By Brett Philbin 
 

In a bid to shine a light on the trading habits of retail investors and attract new clients along the way, TD Ameritrade Holding Corp. (AMTD) on Tuesday will roll out a behavior-based index that reveals investors' moods by tracking buying and selling by TD Ameritrade's customers.

The monthly Investor Movement Index, or IMX, is based on trading data from a sample of the Omaha, Neb., online brokerage's 6 million funded accounts in which clients have made at least one trade during the month. The sample size is adjustable from month-to-month, the firm said, and will include information from several hundred thousand clients.

TD Ameritrade, which boasts roughly 340,000 trades per day, as of December, will then use that market information to calculate a score that measures "what investors are actually doing" and how their portfolios are evolving. The approach is an effort to distance the company from opinion surveys in favor of findings based on investor activity.

"We know there's a disparity between what people say they are going to do and what they actually do, and it can be dramatic," said Steve Quirk, senior vice president of trading at TD Ameritrade.

The index, which was created over a roughly year and a half period, uses a process similar to beta weighting--a method of quantifying the profit and risk in a portfolio--to generate a score that measures client behavior. The median of all of the individual scores is the overall IMX.
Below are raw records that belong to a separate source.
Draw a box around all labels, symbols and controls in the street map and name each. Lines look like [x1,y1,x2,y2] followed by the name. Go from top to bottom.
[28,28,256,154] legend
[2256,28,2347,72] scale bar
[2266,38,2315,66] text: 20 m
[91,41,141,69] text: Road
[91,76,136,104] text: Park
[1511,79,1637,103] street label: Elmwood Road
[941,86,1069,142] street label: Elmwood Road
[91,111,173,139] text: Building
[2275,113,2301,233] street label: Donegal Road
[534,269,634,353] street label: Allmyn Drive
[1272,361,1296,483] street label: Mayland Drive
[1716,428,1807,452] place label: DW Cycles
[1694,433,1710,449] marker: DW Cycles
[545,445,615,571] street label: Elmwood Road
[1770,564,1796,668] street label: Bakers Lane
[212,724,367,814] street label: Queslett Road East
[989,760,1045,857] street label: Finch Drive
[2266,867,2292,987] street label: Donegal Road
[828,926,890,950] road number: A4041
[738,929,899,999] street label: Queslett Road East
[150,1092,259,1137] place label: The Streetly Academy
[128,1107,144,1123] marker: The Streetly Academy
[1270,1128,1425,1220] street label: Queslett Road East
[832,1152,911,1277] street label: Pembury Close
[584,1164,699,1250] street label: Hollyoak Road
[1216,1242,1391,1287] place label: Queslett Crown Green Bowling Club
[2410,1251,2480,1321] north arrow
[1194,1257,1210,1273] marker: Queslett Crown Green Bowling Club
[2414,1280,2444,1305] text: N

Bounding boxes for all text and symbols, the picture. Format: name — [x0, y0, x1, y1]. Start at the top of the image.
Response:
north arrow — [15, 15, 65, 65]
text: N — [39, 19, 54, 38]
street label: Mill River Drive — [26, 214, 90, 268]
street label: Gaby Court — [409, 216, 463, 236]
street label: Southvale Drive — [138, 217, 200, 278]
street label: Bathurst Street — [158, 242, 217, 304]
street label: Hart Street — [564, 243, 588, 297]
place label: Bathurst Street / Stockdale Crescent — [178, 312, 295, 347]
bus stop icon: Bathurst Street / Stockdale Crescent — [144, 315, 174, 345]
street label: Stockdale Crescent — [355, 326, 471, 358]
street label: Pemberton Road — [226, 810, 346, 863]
While client account activity is compiled in aggregate to ensure privacy, TD Ameritrade said that each account is treated equally in the index, whether that investor has $2 million or $2,000.

"You often hear that what the big money is doing, that's the smart money, but I'd say that's not the case. Someone with less money isn't less savvy than an investor with a large account," Mr. Quirk said.

The online broker's goal, Mr. Quirk said, is for the IMX to attract attention similar to employment reports calculated by payroll processor Automatic Data Processing Inc. (ADP) and Challenger, Gray & Christmas.

Gauging retail sentiment is a key sales initiative for firms like TD Ameritrade and its main rivals, Charles Schwab Corp. (SCHW) and E*Trade Financial Corp. (ETFC), which generate revenue from commissions when customers place trades and earn fees for managing client assets.

Online brokerages, like their institutional counterparts, have been hurt by sagging trading volumes for more than two years as clients have reined in their trading following events such as the "flash crash," the European sovereign debt crisis and the on-going uncertainty about the finances of the U.S. federal government.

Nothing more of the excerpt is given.